What the task requires:
The result should be the full listing copied exactly, with no pictures in it.

● ● ● ● ●

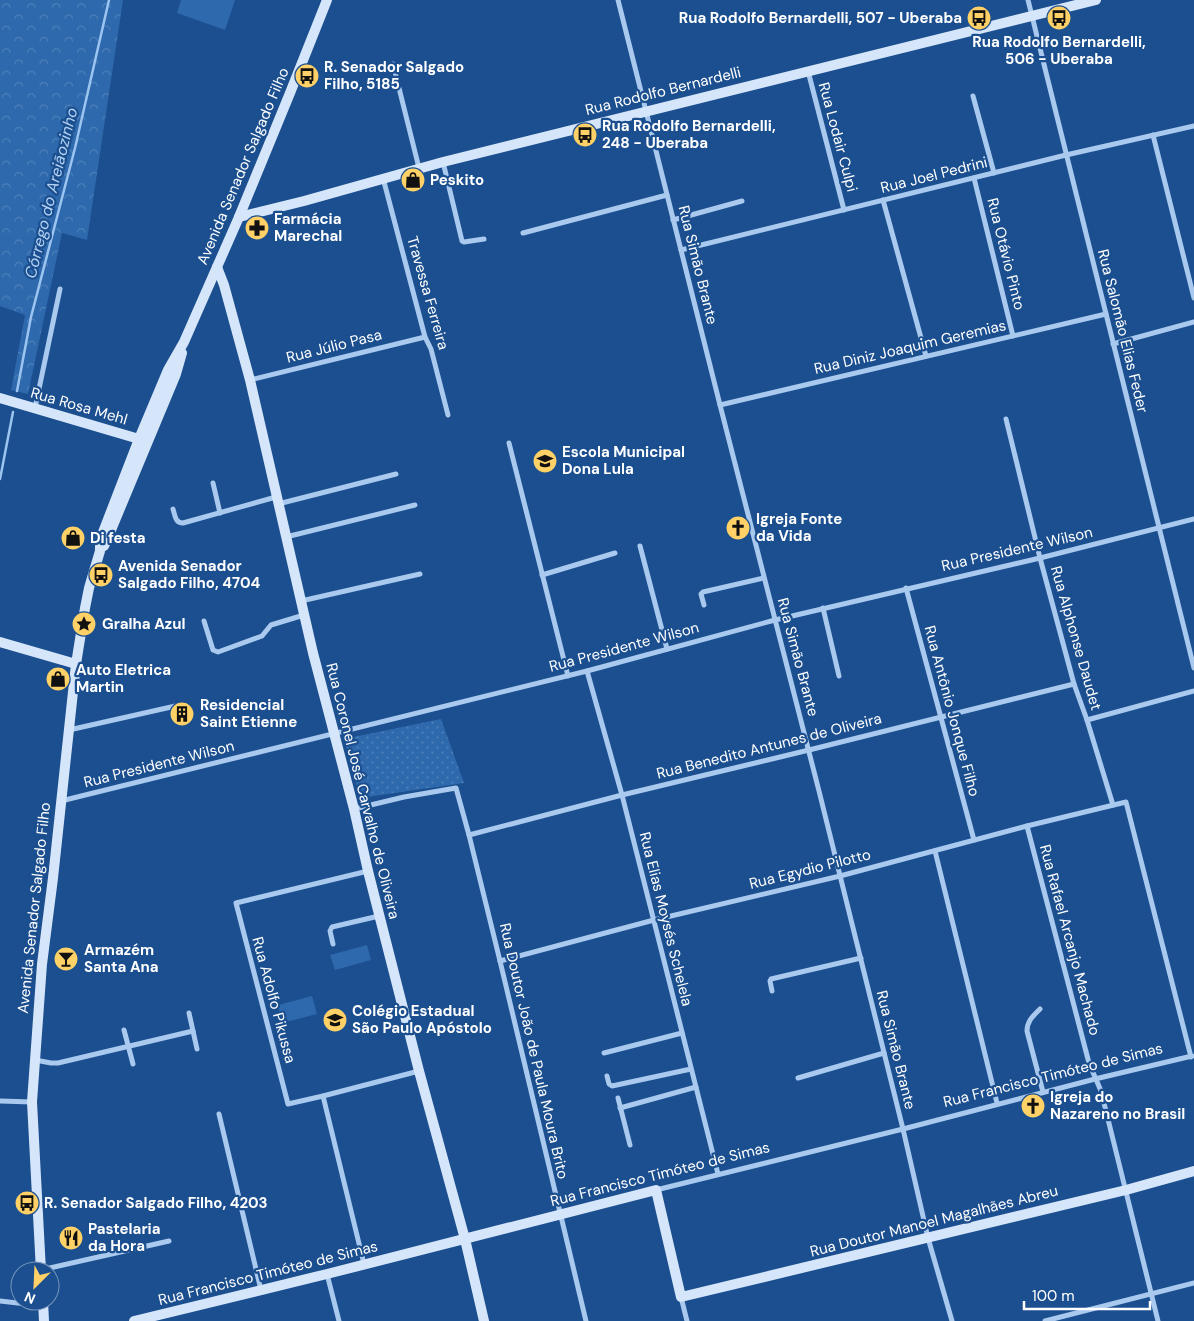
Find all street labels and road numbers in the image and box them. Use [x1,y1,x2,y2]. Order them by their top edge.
street label: Rua Rodolfo Bernardelli [583,62,743,120]
street label: Avenida Senador Salgado Filho [192,64,294,268]
street label: Rua Lodair Culpi [814,80,862,194]
street label: Rua Joel Pedrini [878,152,990,198]
street label: Rua Otávio Pinto [982,196,1030,312]
street label: Rua Simão Brante [674,203,722,327]
street label: Travessa Ferreira [402,234,454,352]
street label: Rua Salomão Elias Feder [1093,247,1153,415]
street label: Rua Diniz Joaquim Geremias [812,315,1008,379]
street label: Rua Júlio Pasa [284,324,384,368]
street label: Rua Rosa Mehl [28,383,130,429]
street label: Rua Presidente Wilson [939,522,1095,576]
street label: Rua Alphonse Daudet [1046,564,1106,713]
street label: Rua Simão Brante [773,596,823,718]
street label: Rua Presidente Wilson [547,617,701,677]
street label: Rua Antônio Jonque Filho [920,623,984,799]
street label: Rua Coronel José Carvalho de Oliveira [321,661,405,921]
street label: Rua Benedito Antunes de Oliveira [654,708,884,784]
street label: Rua Presidente Wilson [82,736,236,792]
street label: Avenida Senador Salgado Filho [13,801,55,1015]
street label: Rua Elias Moysés Schelela [635,830,697,1008]
street label: Rua Rafael Arcanjo Machado [1035,842,1105,1038]
street label: Rua Egydio Pilotto [747,844,873,894]
street label: Rua Doutor João de Paula Moura Brito [495,921,573,1181]
street label: Rua Adolfo Pikussa [247,935,301,1065]
street label: Rua Simão Brante [872,988,920,1112]
street label: Rua Francisco Timóteo de Simas [941,1038,1165,1112]
street label: Rua Francisco Timóteo de Simas [548,1137,772,1211]
street label: Rua Doutor Manoel Magalhães Abreu [808,1180,1060,1262]
street label: Rua Francisco Timóteo de Simas [156,1236,380,1310]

● ● ● ● ●

Exercise solution:
Find all street labels and road numbers in the image and box them. Use [x1,y1,x2,y2]. Order them by their top edge.
street label: Rua Rodolfo Bernardelli [583,62,743,120]
street label: Avenida Senador Salgado Filho [192,64,294,268]
street label: Rua Lodair Culpi [814,80,862,194]
street label: Rua Joel Pedrini [878,152,990,198]
street label: Rua Otávio Pinto [982,196,1030,312]
street label: Rua Simão Brante [674,203,722,327]
street label: Travessa Ferreira [402,234,454,352]
street label: Rua Salomão Elias Feder [1093,247,1153,415]
street label: Rua Diniz Joaquim Geremias [812,315,1008,379]
street label: Rua Júlio Pasa [284,324,384,368]
street label: Rua Rosa Mehl [28,383,130,429]
street label: Rua Presidente Wilson [939,522,1095,576]
street label: Rua Alphonse Daudet [1046,564,1106,713]
street label: Rua Simão Brante [773,596,823,718]
street label: Rua Presidente Wilson [547,617,701,677]
street label: Rua Antônio Jonque Filho [920,623,984,799]
street label: Rua Coronel José Carvalho de Oliveira [321,661,405,921]
street label: Rua Benedito Antunes de Oliveira [654,708,884,784]
street label: Rua Presidente Wilson [82,736,236,792]
street label: Avenida Senador Salgado Filho [13,801,55,1015]
street label: Rua Elias Moysés Schelela [635,830,697,1008]
street label: Rua Rafael Arcanjo Machado [1035,842,1105,1038]
street label: Rua Egydio Pilotto [747,844,873,894]
street label: Rua Doutor João de Paula Moura Brito [495,921,573,1181]
street label: Rua Adolfo Pikussa [247,935,301,1065]
street label: Rua Simão Brante [872,988,920,1112]
street label: Rua Francisco Timóteo de Simas [941,1038,1165,1112]
street label: Rua Francisco Timóteo de Simas [548,1137,772,1211]
street label: Rua Doutor Manoel Magalhães Abreu [808,1180,1060,1262]
street label: Rua Francisco Timóteo de Simas [156,1236,380,1310]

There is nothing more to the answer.